[Dataset entries]
_ _ _ _

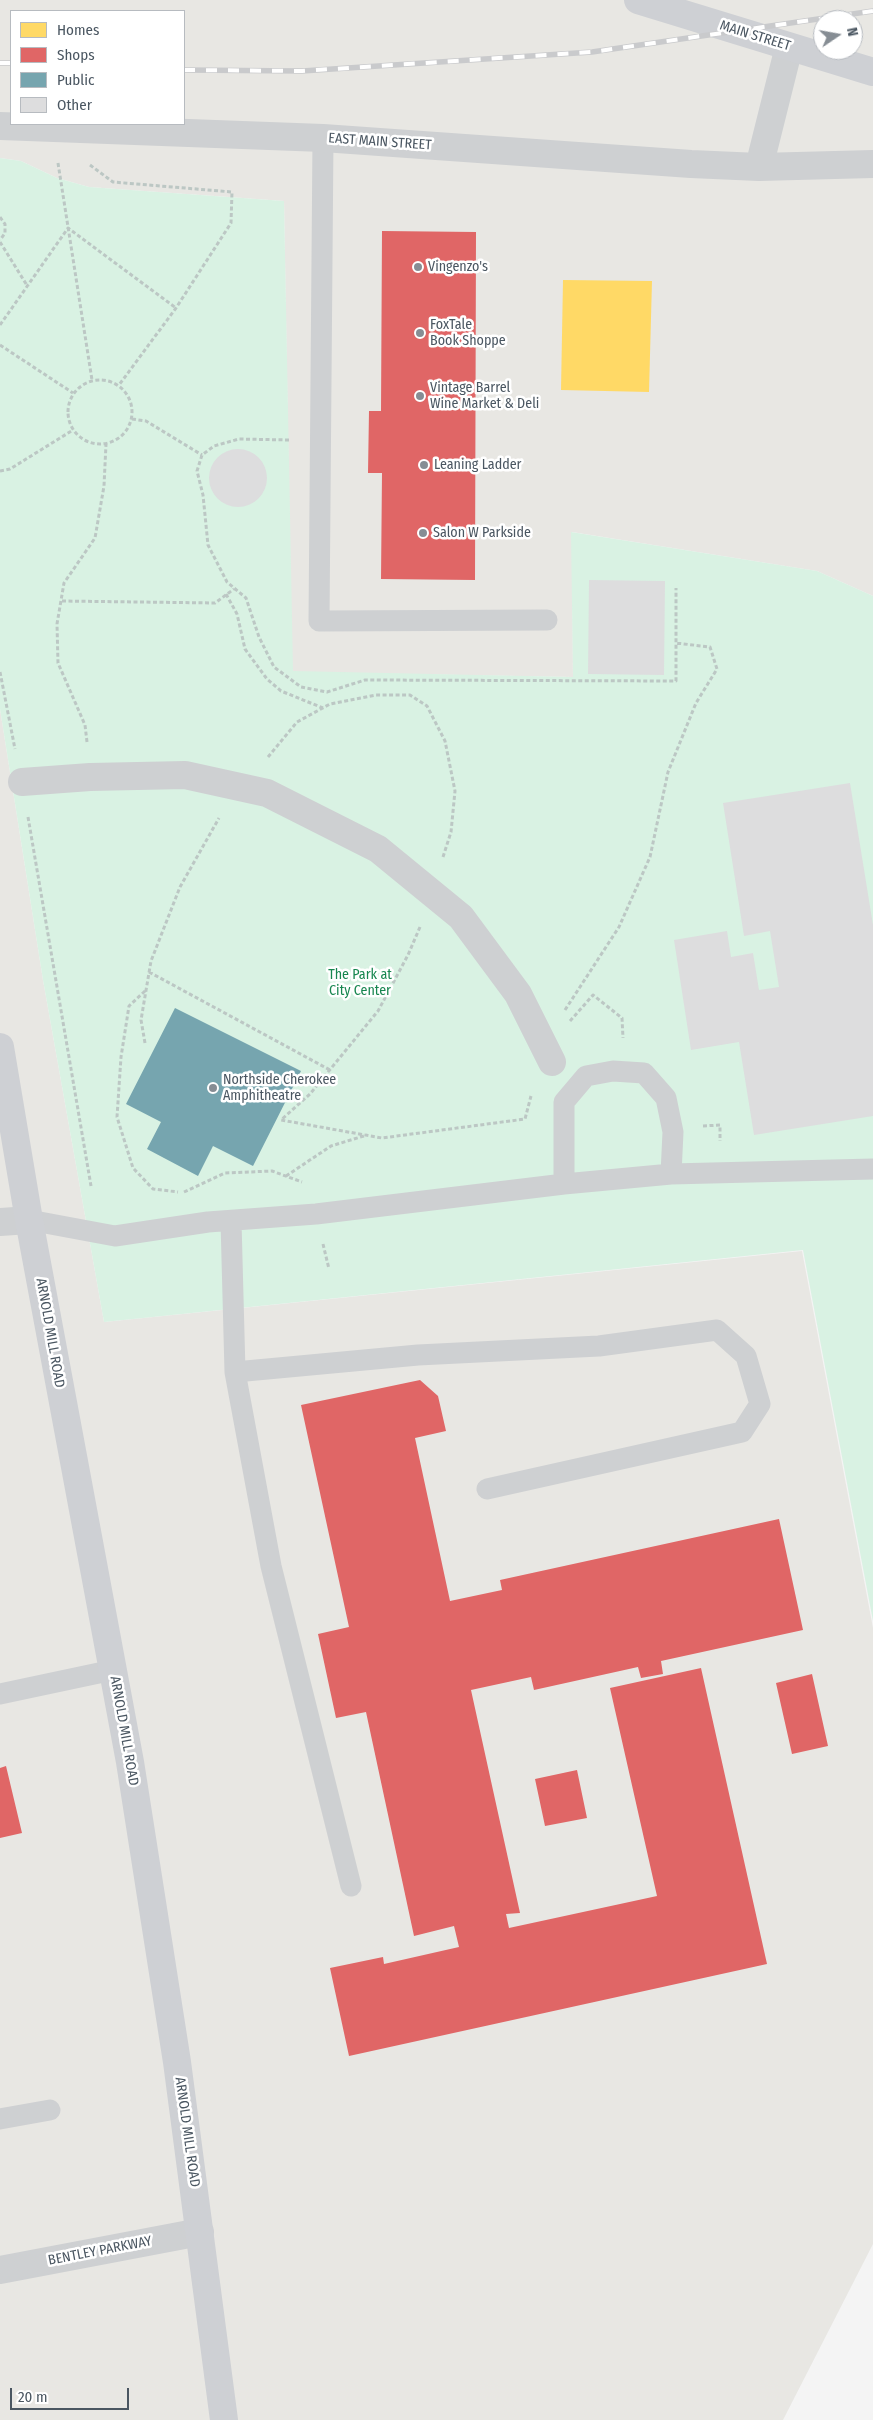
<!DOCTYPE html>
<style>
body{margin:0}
#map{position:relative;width:873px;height:2420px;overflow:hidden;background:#f4f4f4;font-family:"Fira Sans Condensed",sans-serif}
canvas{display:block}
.legend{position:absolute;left:10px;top:10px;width:175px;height:115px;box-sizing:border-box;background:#fff;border:1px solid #b7bbc0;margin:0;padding:6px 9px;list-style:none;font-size:15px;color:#4a5661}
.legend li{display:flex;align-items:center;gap:10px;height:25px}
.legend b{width:25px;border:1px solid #b7bbc0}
.north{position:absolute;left:813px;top:10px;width:50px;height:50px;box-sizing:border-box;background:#fff;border:1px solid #b7bbc0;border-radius:50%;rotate:78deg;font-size:14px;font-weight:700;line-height:20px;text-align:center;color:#4a5661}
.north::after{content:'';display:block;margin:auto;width:18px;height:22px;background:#868d94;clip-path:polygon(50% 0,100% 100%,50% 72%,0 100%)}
.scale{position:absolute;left:10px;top:2388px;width:119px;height:22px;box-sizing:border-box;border:2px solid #4a5661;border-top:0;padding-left:6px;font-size:15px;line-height:18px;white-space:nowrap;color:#4a5661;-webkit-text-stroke:4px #fff;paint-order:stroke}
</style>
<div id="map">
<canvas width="873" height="2420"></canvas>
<ul class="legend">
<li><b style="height:14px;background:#ffd966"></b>Homes</li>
<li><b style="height:14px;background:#e06666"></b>Shops</li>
<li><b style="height:14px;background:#76a5af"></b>Public</li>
<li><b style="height:14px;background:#ddddde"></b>Other</li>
</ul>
<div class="north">N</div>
<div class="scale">20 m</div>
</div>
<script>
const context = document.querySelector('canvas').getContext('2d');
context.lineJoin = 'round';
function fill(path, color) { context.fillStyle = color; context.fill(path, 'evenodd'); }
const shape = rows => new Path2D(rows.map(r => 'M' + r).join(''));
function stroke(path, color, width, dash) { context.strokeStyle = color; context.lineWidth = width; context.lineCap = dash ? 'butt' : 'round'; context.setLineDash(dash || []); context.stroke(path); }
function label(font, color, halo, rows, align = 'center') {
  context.font = font + ' "Fira Sans Condensed",sans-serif'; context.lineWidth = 5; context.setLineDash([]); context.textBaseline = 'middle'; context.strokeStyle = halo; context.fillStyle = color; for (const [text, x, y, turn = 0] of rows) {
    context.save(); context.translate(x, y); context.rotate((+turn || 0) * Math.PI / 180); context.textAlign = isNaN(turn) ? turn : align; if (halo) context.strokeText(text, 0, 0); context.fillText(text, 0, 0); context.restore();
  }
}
const commercial = shape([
 [0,0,873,0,873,596,817,571,572,532,573,677,292,672,284,201,89,187,57,178,21,161,0,158],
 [11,11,184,11,184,124,11,124],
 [823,20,853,20,853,50,823,50],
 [0,709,43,980,104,1322,802,1251,873,1628,873,2244,783,2420,0,2420]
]);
const green = shape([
 [0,158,21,161,57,178,89,187,284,201,293,671,573,677,571,532,817,571,873,596,873,1621,803,1250,104,1322,43,980,0,709]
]);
const homes = shape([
 [563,280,652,281,649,392,561,390]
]);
const shops = shape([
 [382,231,476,232,475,580,381,579,382,473,368,473,369,411,381,411],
 [420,1380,438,1396,446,1431,415,1438,450,1601,502,1590,500,1580,779,1519,803,1630,661,1661,663,1674,641,1678,638,1667,534,1690,531,1677,471,1690,520,1913,506,1914,509,1928,657,1896,610,1688,701,1668,767,1964,349,2056,330,1968,383,1957,384,1964,459,1947,454,1926,414,1936,366,1712,336,1718,318,1634,349,1627,301,1405],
 [812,1674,828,1746,792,1754,776,1683],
 [6,1766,22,1833,0,1838,0,1768],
 [577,1770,587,1818,545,1826,535,1779]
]);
const public = shape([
 [175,1008,301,1071,253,1166,213,1146,198,1176,147,1149,161,1122,126,1104]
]);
const building = shape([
 '209 478a29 29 0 1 1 58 0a29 29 0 1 1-58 0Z',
 [589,580,665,581,664,675,588,674],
 [850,783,873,925,873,1116,754,1135,739,1042,691,1050,674,940,727,931,731,957,753,953,759,990,779,987,770,931,744,936,723,803]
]);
const path = shape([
 [58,163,92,380],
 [90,165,113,182,232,192,231,223,176,308,119,385],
 [0,217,5,224,5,233,0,240],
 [0,242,28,287],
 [0,325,68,228,176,308],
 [0,345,73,393],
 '68 412a32 32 0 1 1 64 0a32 32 0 1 1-64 0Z',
 [132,419,146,421,202,455],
 [289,440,239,439,214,446,202,455,197,471,203,495,208,545,227,582,246,598,259,637,274,667,301,687,327,692,365,680,676,681,676,588],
 [0,471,10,469,73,430],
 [226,594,237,614,245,649,267,679,281,691,323,708],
 [62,601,215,603,234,589],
 [0,672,15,749],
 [87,742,85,725,58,663,57,624,64,583,95,538,104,486,106,444],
 [268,757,297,722,330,704,376,695,410,695,427,706,445,741,455,791,451,832,443,857],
 [28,817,91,1186],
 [420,927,408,955,378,1011,310,1094,281,1120,382,1138,525,1119,531,1096],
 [149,972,330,1070],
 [145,991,129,1006,121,1057,117,1117,133,1168,153,1189,178,1192],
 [565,1010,619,927,650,857,668,772,696,703,717,669,710,647,676,643],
 [570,1021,593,995,622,1018,623,1038],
 [145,1043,141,1020,151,961,180,887,219,818],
 [703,1126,720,1125,720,1141],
 [286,1176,331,1146,367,1135],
 [184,1192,225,1173,272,1171,302,1182],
 [323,1244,329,1269]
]);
const lane = shape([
 [323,138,319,621,547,620],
 [564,1184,564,1102,586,1076,613,1071,644,1073,666,1098,673,1132,671,1174],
 [29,1220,115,1236,208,1222,316,1214,564,1184,671,1174,873,1169],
 [231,1221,235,1372,418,1355,599,1346,717,1330,746,1356,760,1404,742,1432,487,1489],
 [235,1372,271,1566,351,1886],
 [0,1694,113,1670],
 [0,2119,50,2110]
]);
const street = shape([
 [0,126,323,138,691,164,759,167,873,164],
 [759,167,789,47],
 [22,782,90,777,185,775,267,793,378,849,461,917,518,994,552,1062],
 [0,1222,29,1220],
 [0,2270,200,2232]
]);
const secondary = shape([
 [638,0,873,72],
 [0,1047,29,1220,130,1762,177,2062,224,2420]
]);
const rail = shape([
 [0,63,11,63],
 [184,70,302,71,592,52,873,11]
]);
const markers = [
 [418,267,5,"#868d94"],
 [420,333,5,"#868d94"],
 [420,396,5,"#868d94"],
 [424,465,5,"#868d94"],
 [423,533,5,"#868d94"],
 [213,1088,5,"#868d94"]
];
const streetNames = [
 ["MAIN STREET",755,36,17],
 ["EAST MAIN STREET",380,142,4],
 ["ARNOLD MILL ROAD",50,1333,80],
 ["ARNOLD MILL ROAD",124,1731,80],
 ["ARNOLD MILL ROAD",187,2132,82],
 ["BENTLEY PARKWAY",100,2251,-11]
];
const poiNames = [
 ["Vingenzo's",428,267],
 ["FoxTale",430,325],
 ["Book Shoppe",430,341],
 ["Vintage Barrel",430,388],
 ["Wine Market & Deli",430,404],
 ["Leaning Ladder",434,465],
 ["Salon W Parkside",433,533],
 ["Northside Cherokee",223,1080],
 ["Amphitheatre",223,1096]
];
const parkNames = [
 ["The Park at",360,975],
 ["City Center",360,991]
];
fill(commercial, '#e8e7e3');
fill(green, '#d9f2e3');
fill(homes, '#ffd966');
fill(shops, '#e06666');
fill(public, '#76a5af');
fill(building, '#ddddde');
stroke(path, '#bcc7c4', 3, [4, 2.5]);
stroke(lane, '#ced0d2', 21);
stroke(street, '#ced0d2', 28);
stroke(secondary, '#ced0d4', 28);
stroke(rail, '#c9cacc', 5.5);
stroke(rail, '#fff', 4, [11]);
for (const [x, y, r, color] of markers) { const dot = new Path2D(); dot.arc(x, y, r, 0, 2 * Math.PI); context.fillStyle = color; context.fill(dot); stroke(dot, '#fff', 2); }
label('14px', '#4a5661', '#fff', streetNames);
label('14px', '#4a5661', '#fff', poiNames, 'left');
label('14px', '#17864f', '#fff', parkNames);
</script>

_ _ _ _

The problem:
What do the lines above say from the one containing "function fill(path, color)" down to the one containing "function label(font, color, halo, rows, align"? Return them exactly, both end lines included, and only them.

The completed task:
function fill(path, color) { context.fillStyle = color; context.fill(path, 'evenodd'); }
const shape = rows => new Path2D(rows.map(r => 'M' + r).join(''));
function stroke(path, color, width, dash) { context.strokeStyle = color; context.lineWidth = width; context.lineCap = dash ? 'butt' : 'round'; context.setLineDash(dash || []); context.stroke(path); }
function label(font, color, halo, rows, align = 'center') {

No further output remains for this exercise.